When I first started trail running I often wondered if I needed to buy waterproof trail shoes as I often found that my feet would get wet in certain conditions.
But then I questioned if this was really necessary as you don’t see lots of trail shoes for sale that are actually waterproof. With this thought in mind I decided that I needed to do some research on the subject and think about my own experience out on the trails.
Do trail running shoes need to be waterproof? No, trail running shoes do not need to be waterproof. In fact, if you get water into one of these shoes it will often stay there and cause cold feet and blisters in worst cases. You should consider a shoe that drains and dries quickly.
So as you can see, you definitely don’t need a waterproof trail running shoe in most cases. But let’s look in a little more detail and when you might, and also the best type of shoe for your needs.
What Is Good About A Waterproof Shoe
Like with any equipment, it’s only as good as the usage you intend for it. So if your intention is to keep your feet dry or warm in certain situations then a waterproof show will have it’s benefits.
However, don’t get caught up in the idea that a waterproof shoe is required for very wet conditions, because unfortunately that just isn’t the case as silly as that might sound right now.
Here are the main benefits of a waterproof shoe.
They Are Waterproof
That’s right, in most cases the benefit of a waterproof shoe is that they are indeed waterproof. However, this isn’t always a good thing…
Indeed they keep water out, but they will also keep water in which will bring its own issues along the line.
- The issue with the water staying in the shoe is that they will become heavy and therefor you will tire much sooner than you would with lighter shoes.
- If it’s a cold day and your feet get wet, then eventually they are going to get cold as well. With the lack of drainage on a waterproof shoe, there is nowhere for the excess water to go.
- On a hot day, where the shoe isn’t very breathable, your feet will likely sweat which will in turn raise the chances of getting blisters.
When To Wear A Waterproof Shoe
From my own experience with my waterproof shoes, the best time to wear a shoe like this is when you are running in snow or the ground is cold and damp.
By doing this the chances of actually getting water inside the shoe are minimal, but the shoe will keep your feet warm during your run.
When Not To Wear A Waterproof Shoe
There are two main times that I would advise not to wear a waterproof shoe and again, this has been through my own trial and error.
- If it’s warm and dry outside a waterproof shoe will not allow your feet to breath correctly and they will begin to sweat. Wet feet will cause friction and will likely end up with you having to deal with blisters at some point on your run.
- Very wet conditions are also a no no. I have been on a few runs where I have started out quite dry, but no matter how hard you try, at some point your feet will become wet – there’s just no stopping it from happening.

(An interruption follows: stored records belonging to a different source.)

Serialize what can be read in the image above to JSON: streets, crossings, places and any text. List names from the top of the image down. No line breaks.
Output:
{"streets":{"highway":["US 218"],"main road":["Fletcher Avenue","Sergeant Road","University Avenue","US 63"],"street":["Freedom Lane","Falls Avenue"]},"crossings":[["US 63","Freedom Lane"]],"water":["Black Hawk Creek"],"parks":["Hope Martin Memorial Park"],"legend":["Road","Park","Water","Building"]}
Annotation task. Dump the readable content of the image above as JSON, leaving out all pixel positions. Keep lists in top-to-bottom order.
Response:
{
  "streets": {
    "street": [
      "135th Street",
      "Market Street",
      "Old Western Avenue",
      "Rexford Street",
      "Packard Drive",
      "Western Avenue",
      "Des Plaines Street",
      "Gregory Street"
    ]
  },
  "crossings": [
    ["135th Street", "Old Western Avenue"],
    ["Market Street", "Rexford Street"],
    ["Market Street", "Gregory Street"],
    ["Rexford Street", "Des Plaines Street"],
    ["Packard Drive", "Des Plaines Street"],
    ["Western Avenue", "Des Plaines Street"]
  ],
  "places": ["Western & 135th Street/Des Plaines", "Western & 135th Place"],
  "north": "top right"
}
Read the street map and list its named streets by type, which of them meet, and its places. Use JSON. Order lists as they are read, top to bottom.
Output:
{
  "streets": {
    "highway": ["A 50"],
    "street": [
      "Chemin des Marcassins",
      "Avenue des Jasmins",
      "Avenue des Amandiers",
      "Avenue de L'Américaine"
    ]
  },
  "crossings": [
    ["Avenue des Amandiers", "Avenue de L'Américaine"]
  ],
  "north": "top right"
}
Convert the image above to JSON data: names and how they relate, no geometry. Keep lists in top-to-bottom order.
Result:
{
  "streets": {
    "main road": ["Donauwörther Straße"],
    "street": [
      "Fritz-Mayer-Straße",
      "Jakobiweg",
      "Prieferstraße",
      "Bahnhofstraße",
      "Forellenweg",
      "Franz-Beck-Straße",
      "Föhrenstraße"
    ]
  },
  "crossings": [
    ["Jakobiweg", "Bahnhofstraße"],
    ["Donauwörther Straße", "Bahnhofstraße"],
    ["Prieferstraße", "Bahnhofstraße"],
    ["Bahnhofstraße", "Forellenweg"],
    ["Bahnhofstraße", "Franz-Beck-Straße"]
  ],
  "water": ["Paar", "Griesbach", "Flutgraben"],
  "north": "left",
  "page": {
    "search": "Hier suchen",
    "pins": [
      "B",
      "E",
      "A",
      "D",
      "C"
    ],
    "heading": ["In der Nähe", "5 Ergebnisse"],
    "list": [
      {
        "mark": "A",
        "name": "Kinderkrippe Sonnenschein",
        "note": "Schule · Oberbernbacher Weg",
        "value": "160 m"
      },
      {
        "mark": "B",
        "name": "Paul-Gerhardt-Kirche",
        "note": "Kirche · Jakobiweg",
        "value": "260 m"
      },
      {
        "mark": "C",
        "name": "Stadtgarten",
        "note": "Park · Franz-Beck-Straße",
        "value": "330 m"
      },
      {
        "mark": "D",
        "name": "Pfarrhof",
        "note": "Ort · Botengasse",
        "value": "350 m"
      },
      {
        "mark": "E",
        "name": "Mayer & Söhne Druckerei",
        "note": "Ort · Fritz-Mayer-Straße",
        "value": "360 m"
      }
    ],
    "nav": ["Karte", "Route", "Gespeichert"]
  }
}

Are Waterproof Shoes Guaranteed To Work
The simple answer is no, waterproof shoes aren’t guaranteed to work. Some will eventually start to soak up the water, as similar to running jackets, the material will only put up with so much water.
The other reason waterproof shoes aren’t guaranteed to work is the fact that if the water can’t get through the shoe, it will often get over it.
So if you are running over a terrain that might have deep puddles, rivers, streams, long grass, etc. then expect water to get in from the top of the shoe.
If you need that protection then a boot would be required.
However, there is the option of wearing gaiters which could offer some form of protection from long grass and water being splashed above the shoe.
What Is The Best Type Of Shoe To Use
Truth be known, in my own experience, I tend to use shoes to fit the environment I am running in. But I have learnt this by trying various shoes over the years.
Now, I will say that I do in fact own a pair of Altra Lone Peak waterproof shoes and they are fantastic. I predominantly use them when I’m going to run fairly hard packed trails with little chance of getting them soaking wet.
So if it has been raining and there are puddles, mud, and wet grass, then these will be my shoe of choice without a doubt.
I am also perfectly happy wearing them in very cold and windy conditions because if you have ever worn a pair of thin mesh shoes on a day like this then you know what I’m talking about.
However, with that said, in most conditions the best choice in my opinion is to wear a shoe that is breathable, quick drying, and drains well for most conditions.
I have been on many trail marathons where the conditions have been quite variable, as well as the terrain.
I remember one particular race doing the Snowdonia trail marathon where we ran from road, to hard packed trail, marshland, slate, and mountainous terrain.
In the marsh areas my feet were soaking wet and muddy, but because I had the right shoes on they were quickly drying on the other sections.
The shoes I wore on that day were Columbia Bajada III trail shoes which you can view the latest Amazon prices here.
It was strange because I only stumbled across these shoes in a review I had read and thought I would give them a try – I’m so glad I did. Excellent cushioning, very breathable, dry quickly, and great for long distances.
My Recommended Shoe Of Choice
I guess at this point you probably know what my choice of shoes are, but honestly I don’t say this lightly. I have worn many, many shoes for my trail runs and these are by far the best.
Altra’s have been my shoe of choice for a number of years now and the Lone Peak in particular is a fantastic all-round shoe in my opinion.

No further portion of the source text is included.